Safe State

• A state is safe if the system can allocate resources to each process (up to its maximum) in some order and still avoid a deadlock.
• More formally, a system is in a safe state only if there exists a safe sequence.
  • A sequence of processes $< P_1,P_2,\ldots,P_n>$ is a safe sequence for the current allocation state if, for each $P_i$ the resource requests that $P_i$ can still make can be satisfied by the currently available resources plus the resources held by all $P_j$, with $j < i$.
  • In this situation, if the resources that $P_i$ needs are not immediately available, then $P_i$ can wait until all $P_j$ have finished.
  • When they have finished, $P_i$ can obtain all of its needed resources, complete its designated task, return its allocated resources, and terminate.
  • When $P_i$ terminates, $P_{i+1}$ can obtain its needed resources, and so on.
  • If no such sequence exists, then the system state is said to be unsafe.
• A safe state is not a deadlocked state. Conversely, a deadlocked state is an unsafe state. Not all unsafe states are deadlocks, however (see Fig. 7.9).

  Figure 7.9: Safe, unsafe, and deadlock state spaces.

  
• An unsafe state may lead to a deadlock.
  • As long as the state is safe, the OS can avoid unsafe (and deadlocked) states.
  • In an unsafe state, the OS cannot prevent processes from requesting resources such that a deadlock occurs: The behavior of the processes controls unsafe states.
  • The difference between a safe state and an unsafe state is that from a safe state the system can guarantee that all processes will finish; from an unsafe state, no such guarantee can be given.
• To illustrate, we consider a system with 12 magnetic tape drives and three processes: $P_0, P_1$, and $P_2$ .
  • Process $P_0$ requires 10 tape drives, and holds 5 tape drives
  • Process $P_1$ may need as many as 4 tape drives, and holds 2 tape drive
  • Process $P_2$ may need up to 9 tape drives, and holds 2 tape drives
  • Thus, there are 3 free tape drives.

  $P_i$	Maximum Needs	Current Needs
  $P_0$	10	5
  $P_1$	4	2
  $P_2$	9	2

• At time $t_0$, the system is in a safe state. The sequence $< P_1,P_0,P_2 >$ satisfies the safety condition.
• A system can go from a safe state to an unsafe state. Suppose that, at time $t_1$, process $P_2$ requests and is allocated one more tape drive.

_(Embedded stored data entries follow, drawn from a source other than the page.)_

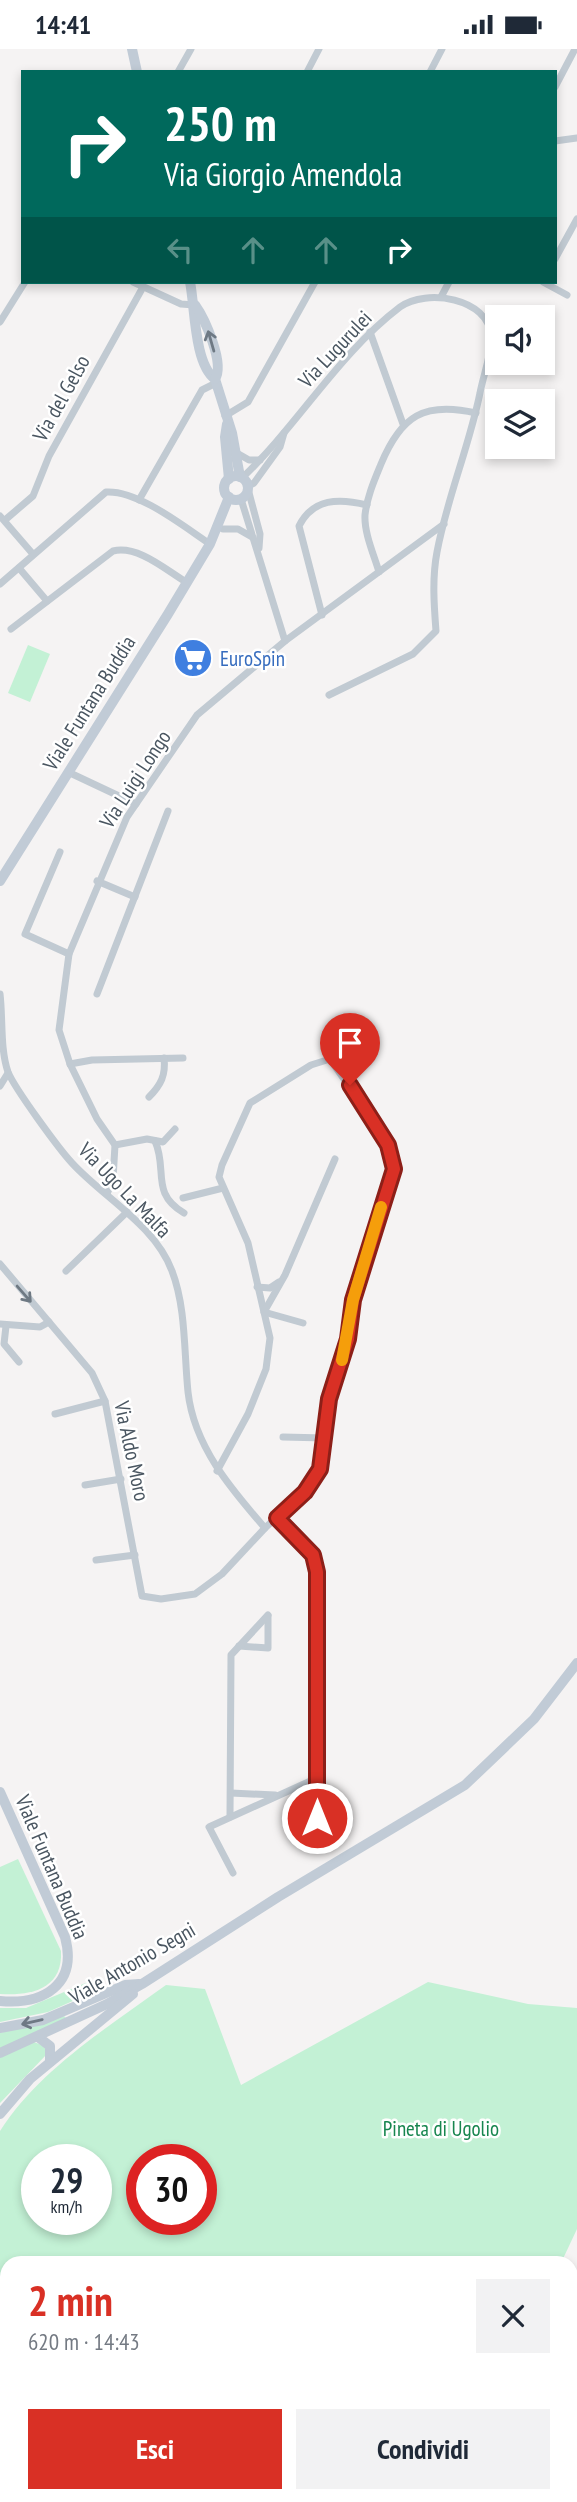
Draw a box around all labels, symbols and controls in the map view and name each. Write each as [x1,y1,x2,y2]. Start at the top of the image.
text: 14:41 [35,8,91,41]
text: 250 m [164,91,277,155]
icon: right [49,98,140,189]
text: Via Giorgio Amendola [164,153,402,195]
icon: left [161,231,199,269]
icon: ahead [234,231,272,269]
icon: ahead [307,231,345,269]
icon: right [380,231,418,269]
street label: Via Lugurulei [292,305,378,394]
map controls [485,305,555,459]
button: sound [485,305,555,375]
one-way arrow [204,331,217,353]
street label: Via del Gelso [26,350,96,447]
button: layers [485,389,555,459]
street label: Viale Funtana Buddia [36,631,141,776]
supermarket icon: EuroSpin [172,637,214,679]
place label: EuroSpin [220,645,285,672]
street label: Via Luigi Longo [93,725,177,834]
pin [320,1013,380,1085]
icon: arrive [331,1024,369,1062]
street label: Via Ugo La Malfa [72,1136,177,1243]
one-way arrow [16,1284,32,1302]
street label: Via Aldo Moro [108,1398,156,1503]
position arrow [280,1781,354,1855]
street label: Viale Funtana Buddia [9,1790,95,1943]
street label: Viale Antonio Segni [63,1916,200,2011]
one-way arrow [21,2016,44,2029]
park label: Pineta di Ugolio [383,2115,499,2142]
speed limit sign: 30 [126,2144,217,2235]
text: 29 [50,2157,83,2203]
text: km/h [51,2195,82,2218]
text: 2 min [28,2273,113,2328]
button: close [476,2279,550,2353]
text: 620 m · 14:43 [28,2327,140,2356]
button: Esci [28,2409,282,2489]
button: Condividi [296,2409,550,2489]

The system is no longer in a safe state.
  • At this point, only process $P_1$ can be allocated all its tape drives.
  • When it returns them, the system will have only 4 available tape drives.
  • Since process $P_0$ is allocated 5 tape drives but has a maximum of 10, it may request 5 more tape drives. Since they are unavailable, process $P_0$ must wait.
  • Similarly, process $P_2$ may request an additional 6 tape drives and have to wait, resulting in a deadlock.
• Our mistake was in granting the request from process $P_2$ for one more tape drive.
• In Fig. 7.10 we have a state in which
  • A total of 10 instances of the resource exist, so with 7 resources already allocated, there are 3 still free.
  • $A$ has 3 instances of the resource but may need as many as 9 eventually.
  • $B$ currently has 2 and may need 4 altogether, later.
  • Similarly, $C$ also has 2 but may need an additional 5.
  • The state of Fig. 7.10upper is safe because there exists a sequence of allocations that allows all processes to complete. By careful scheduling, can avoid deadlock.
  • Now suppose, this time $A$ requests and gets another resource, giving Fig. 7.10lower. Eventually, $B$ completes. At this point we are stuck.
  • We only have four instances of the resource free, and each of the active processes needs five. There is no sequence that guarantees completion. $A$'s request should not have been granted.
  • But, an unsafe state is not a deadlocked state. It is possible that $A$ might release a resource before asking for any more, allowing $C$ to complete and avoiding deadlock altogether.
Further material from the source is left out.